Parlons à présent d’un sujet qui avait pu en fâcher plus d’un par le passé : l’équilibrage jeu / cinématiques / codec. Pour la première fois depuis le premier volet des Solid, la balance penche largement en faveur du temps de jeu. Pas de séquence de codec à rallonge, pas de cinématiques interminables, place à de l’action. Il faudra tout de même passer un peu de temps avec la Mother Base pour préparer ses différentes missions, histoire d’assurer une fois sur le terrain. Les cinématiques n’ont d’ailleurs plus tout à fait le même aspect. On retrouve quelques séquences faites avec le moteur du jeu mais on retrouve également des séquences en bande dessinée animés dans la veine de celles proposées dans Portable Ops. Et cerise sur la gâteau, elles sont interactives ! Vous pourrez ainsi utiliser des armes, observer les blessures de vos interlocuteurs ou bien les déshabiller du regard, au sens propre comme au figuré.

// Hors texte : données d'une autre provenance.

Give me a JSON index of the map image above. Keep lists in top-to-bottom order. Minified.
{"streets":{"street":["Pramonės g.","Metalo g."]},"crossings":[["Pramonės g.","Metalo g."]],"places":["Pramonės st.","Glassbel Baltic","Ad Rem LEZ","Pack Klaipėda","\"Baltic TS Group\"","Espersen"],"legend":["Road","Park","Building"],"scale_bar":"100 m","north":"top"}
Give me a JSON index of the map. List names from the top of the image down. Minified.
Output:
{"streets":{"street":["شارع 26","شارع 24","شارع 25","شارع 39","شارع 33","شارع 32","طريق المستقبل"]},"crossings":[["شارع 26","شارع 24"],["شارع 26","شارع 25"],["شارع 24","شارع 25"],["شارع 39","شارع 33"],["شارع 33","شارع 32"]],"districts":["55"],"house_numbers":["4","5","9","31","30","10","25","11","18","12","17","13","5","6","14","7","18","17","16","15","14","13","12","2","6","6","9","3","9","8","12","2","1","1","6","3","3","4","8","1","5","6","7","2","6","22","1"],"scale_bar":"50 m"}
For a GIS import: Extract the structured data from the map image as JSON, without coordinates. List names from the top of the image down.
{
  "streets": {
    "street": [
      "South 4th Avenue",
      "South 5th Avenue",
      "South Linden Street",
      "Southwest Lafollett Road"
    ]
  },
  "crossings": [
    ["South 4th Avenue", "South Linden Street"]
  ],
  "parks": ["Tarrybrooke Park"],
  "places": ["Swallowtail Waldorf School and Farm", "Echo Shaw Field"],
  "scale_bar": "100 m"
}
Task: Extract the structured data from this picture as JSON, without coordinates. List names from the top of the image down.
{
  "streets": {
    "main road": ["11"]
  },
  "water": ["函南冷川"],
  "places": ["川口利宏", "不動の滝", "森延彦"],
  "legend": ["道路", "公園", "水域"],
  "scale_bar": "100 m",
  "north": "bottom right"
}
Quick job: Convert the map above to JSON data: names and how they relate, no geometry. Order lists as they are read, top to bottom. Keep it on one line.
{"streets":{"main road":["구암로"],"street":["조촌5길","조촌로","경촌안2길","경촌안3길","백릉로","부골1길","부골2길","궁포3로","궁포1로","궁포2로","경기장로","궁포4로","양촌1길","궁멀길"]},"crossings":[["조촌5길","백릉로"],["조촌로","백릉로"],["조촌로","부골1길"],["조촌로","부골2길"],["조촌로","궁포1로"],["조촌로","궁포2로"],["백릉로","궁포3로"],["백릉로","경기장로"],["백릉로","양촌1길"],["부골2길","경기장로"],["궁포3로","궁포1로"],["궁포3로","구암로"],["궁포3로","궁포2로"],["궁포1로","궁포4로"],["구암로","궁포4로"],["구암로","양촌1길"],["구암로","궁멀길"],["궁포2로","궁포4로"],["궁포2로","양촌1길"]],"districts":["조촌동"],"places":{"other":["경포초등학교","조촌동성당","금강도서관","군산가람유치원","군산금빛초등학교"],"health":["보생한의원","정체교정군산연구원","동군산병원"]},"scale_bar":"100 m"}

Il faudra une bonne quinzaine d’heures pour boucler la trame principale, et le double voire plus pour venir à bout de l’ensemble des missions annexes. Ces dernières sont d’ailleurs rejouables à volonté avec vos hommes de la Mother Base, ce qui leur octroiera des points de compétences et également feront progresser vos recherches. Les pokemaniques apprécieront.

Vous croyez avoir fait le tour du propriétaire ? Détrompez-vous ! C’est devenu une habitude au sein de la série, Kojima aime à glisser des clins d’œil à d’autres titres. Et c’est Monster Hunter qui sera de la partie dans cet opus. A vous la chasse aux monstres préhistoriques au fusil d’assaut !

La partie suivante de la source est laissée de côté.